Após um quase-conflito com os policiais, que interromperam a Marcha para evitar que ela chegasse ao seu objetivo (a casa do Governador Raimundo Colombo), os manifestantes chegaram até lá pela calçada, promovendo uma catarse de palavras de ordem e manifestações artísticas em frente à residência oficial.
Uma atriz grita: “existe uma coisa que não se discute: não se discute democracia”. As outras atrizes correm e enchem a boca da menina de pão. Na sequência, outra atriz grita a mesma frase, dando continuidade ao ciclo.
“Eu estou aqui porque acho que devo estar”, responde Vânia Miller, 51 anos. “Pelo que fizeram os jovens na Espanha, recentemente; pelo que fizeram os jovens no Egito, depondo uma ditadura de muito tempo… É a minha forma de aplaudi-los”, acrescenta Vânia, que acompanhou a marcha toda de bicicleta, para “não sair de carro” . E complementa: “Eu fico emocionada com o que aconteceu, com a marcha de São Paulo… As pessoas foram reprimidas e receberam tanta violência, como na Síria e a Líbia, que continuam sofrendo.”A Marcha da Liberdade chegou ao conhecimento de Vânia Miller pela mídia comercial. “Nós temos que usar melhor as ferramentas da comunicação global, para mostrar que as pessoas de outros lugares do planeta aplaudem qualquer manifestação em prol da democracia irrestrita.”

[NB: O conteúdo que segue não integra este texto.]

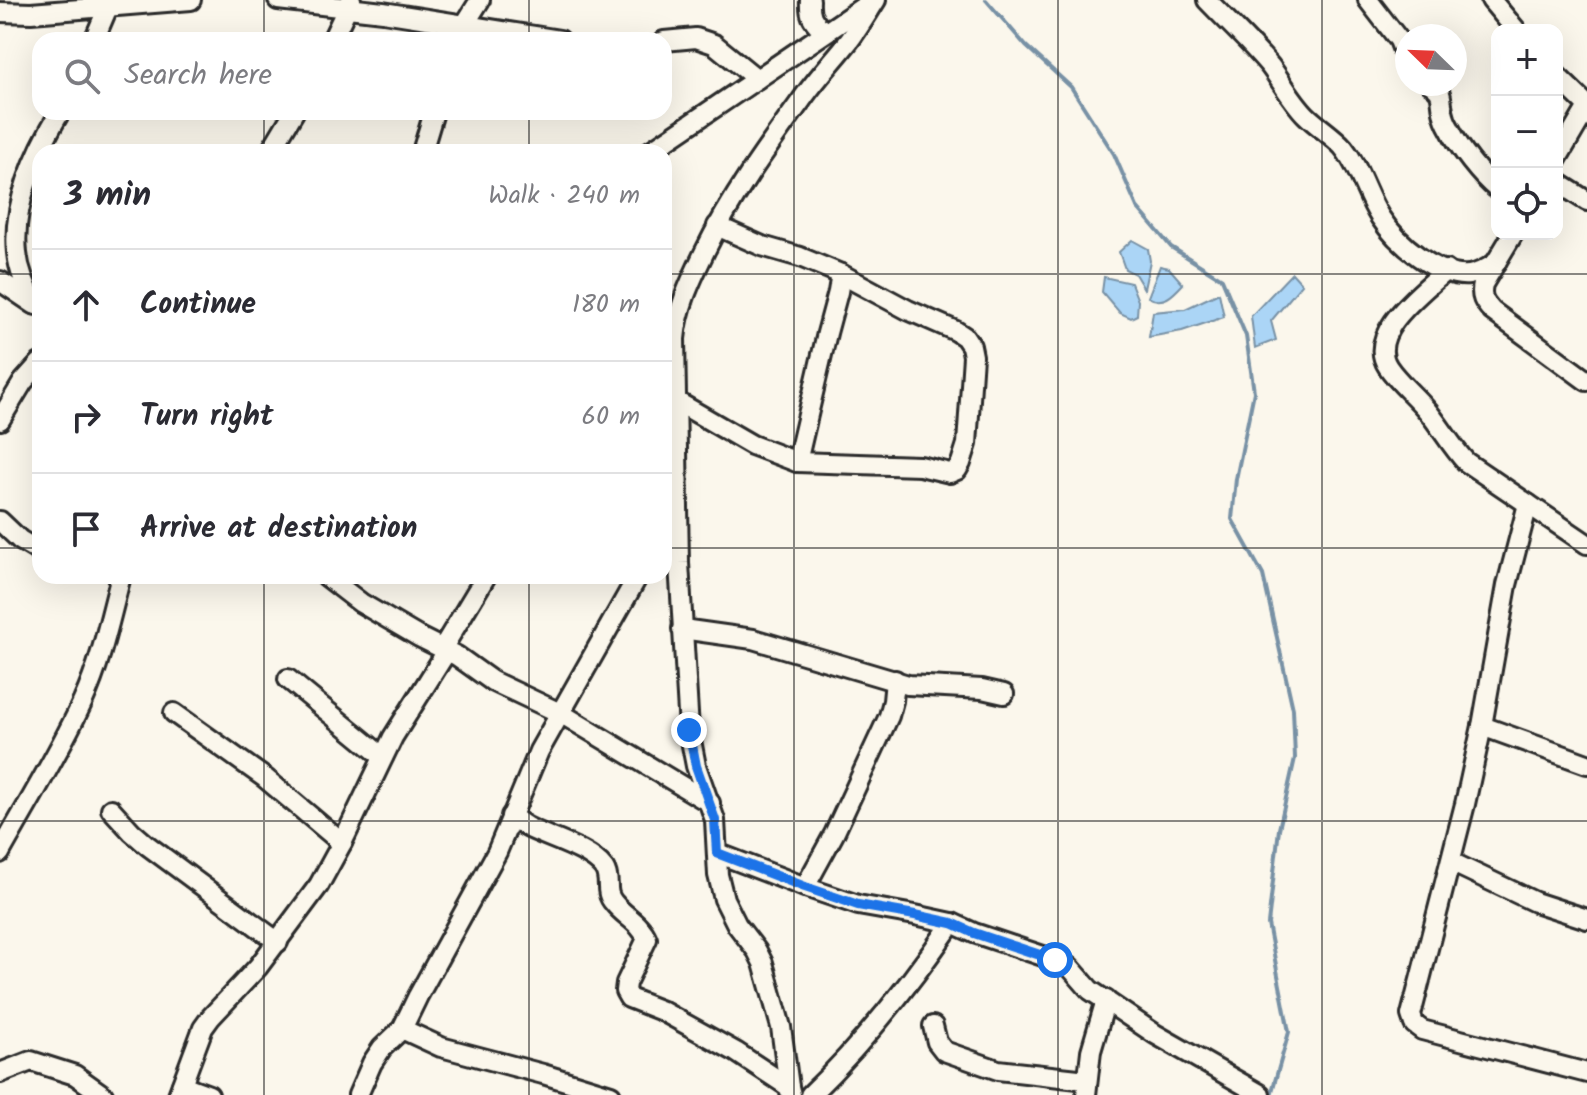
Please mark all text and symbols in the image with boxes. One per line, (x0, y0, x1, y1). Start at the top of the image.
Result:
north arrow (1395, 24, 1467, 96)
map controls (1491, 24, 1563, 240)
button: + (1491, 24, 1563, 96)
search box (32, 32, 672, 120)
text: Search here (124, 52, 272, 100)
icon: search (60, 54, 104, 98)
button: − (1491, 96, 1563, 168)
button: locate (1491, 168, 1563, 240)
text: 3 min (64, 169, 151, 223)
text: Walk · 240 m (488, 175, 640, 217)
text: Continue (140, 281, 256, 329)
icon: ahead (64, 283, 108, 327)
text: 180 m (572, 284, 640, 326)
text: Turn right (140, 393, 273, 441)
icon: right (64, 395, 108, 439)
text: 60 m (581, 396, 640, 438)
text: Arrive at destination (140, 505, 417, 553)
icon: arrive (64, 507, 108, 551)
route end (671, 712, 707, 748)
route start (1037, 942, 1073, 978)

Vânia trabalha no departamento de música da UDESC – Universidade do Estado de Santa Catarina, onde procura desenvolver nos alunos “uma consciência politica”.

Cartaz com a inscrição “sou vagabundo eu confesso” nas mãos de um manifestante da edição florianopolitana da Marcha pela Liberdade. Provável referência à música “Vagabundo Confesso”, da banda Dazaranha. Trilha sonora bem apropriada para uma cidade que tem cada vez mais a perder pela inércia dos “vagabundos”, que não trocam uma tarde de sol na praia por uma tarde caminhando com outro tipo de “vagabundos”, que querem impedir que estas mesmas praias tornem-se esgotos.

Texto e fotos: Thiago Skárnio
Colaboração: Luciane Zuê

Florianópolis/SC, 22 de Junho de 2011.